[Excerpts from a dataset]

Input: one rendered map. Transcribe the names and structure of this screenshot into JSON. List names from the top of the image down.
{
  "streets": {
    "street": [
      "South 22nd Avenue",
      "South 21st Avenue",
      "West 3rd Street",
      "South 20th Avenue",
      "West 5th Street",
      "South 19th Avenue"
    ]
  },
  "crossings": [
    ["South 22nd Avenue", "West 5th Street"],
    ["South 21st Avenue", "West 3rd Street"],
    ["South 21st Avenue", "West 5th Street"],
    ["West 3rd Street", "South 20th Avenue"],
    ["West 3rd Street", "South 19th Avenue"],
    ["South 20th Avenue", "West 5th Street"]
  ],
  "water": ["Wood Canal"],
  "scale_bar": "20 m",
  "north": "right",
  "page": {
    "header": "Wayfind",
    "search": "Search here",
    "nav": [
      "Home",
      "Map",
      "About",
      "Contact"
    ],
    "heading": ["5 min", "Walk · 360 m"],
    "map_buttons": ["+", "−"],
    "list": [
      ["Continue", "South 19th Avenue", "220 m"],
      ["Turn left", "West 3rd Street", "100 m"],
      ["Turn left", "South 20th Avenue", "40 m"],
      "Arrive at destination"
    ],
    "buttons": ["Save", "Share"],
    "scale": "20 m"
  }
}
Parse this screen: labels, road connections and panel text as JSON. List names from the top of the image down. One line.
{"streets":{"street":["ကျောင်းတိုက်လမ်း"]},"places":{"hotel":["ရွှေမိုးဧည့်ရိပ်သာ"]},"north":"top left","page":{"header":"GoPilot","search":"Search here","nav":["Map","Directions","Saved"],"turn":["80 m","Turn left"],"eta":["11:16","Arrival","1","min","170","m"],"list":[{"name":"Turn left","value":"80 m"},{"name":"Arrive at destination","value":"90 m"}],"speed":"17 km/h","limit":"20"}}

• _TASK PROMPT_
A verbatim copy of the records above should be returned.

• _RESPONSE FOR THIS EXERCISE_
Input: one rendered map. Transcribe the names and structure of this screenshot into JSON. List names from the top of the image down.
{
  "streets": {
    "street": [
      "South 22nd Avenue",
      "South 21st Avenue",
      "West 3rd Street",
      "South 20th Avenue",
      "West 5th Street",
      "South 19th Avenue"
    ]
  },
  "crossings": [
    ["South 22nd Avenue", "West 5th Street"],
    ["South 21st Avenue", "West 3rd Street"],
    ["South 21st Avenue", "West 5th Street"],
    ["West 3rd Street", "South 20th Avenue"],
    ["West 3rd Street", "South 19th Avenue"],
    ["South 20th Avenue", "West 5th Street"]
  ],
  "water": ["Wood Canal"],
  "scale_bar": "20 m",
  "north": "right",
  "page": {
    "header": "Wayfind",
    "search": "Search here",
    "nav": [
      "Home",
      "Map",
      "About",
      "Contact"
    ],
    "heading": ["5 min", "Walk · 360 m"],
    "map_buttons": ["+", "−"],
    "list": [
      ["Continue", "South 19th Avenue", "220 m"],
      ["Turn left", "West 3rd Street", "100 m"],
      ["Turn left", "South 20th Avenue", "40 m"],
      "Arrive at destination"
    ],
    "buttons": ["Save", "Share"],
    "scale": "20 m"
  }
}
Parse this screen: labels, road connections and panel text as JSON. List names from the top of the image down. One line.
{"streets":{"street":["ကျောင်းတိုက်လမ်း"]},"places":{"hotel":["ရွှေမိုးဧည့်ရိပ်သာ"]},"north":"top left","page":{"header":"GoPilot","search":"Search here","nav":["Map","Directions","Saved"],"turn":["80 m","Turn left"],"eta":["11:16","Arrival","1","min","170","m"],"list":[{"name":"Turn left","value":"80 m"},{"name":"Arrive at destination","value":"90 m"}],"speed":"17 km/h","limit":"20"}}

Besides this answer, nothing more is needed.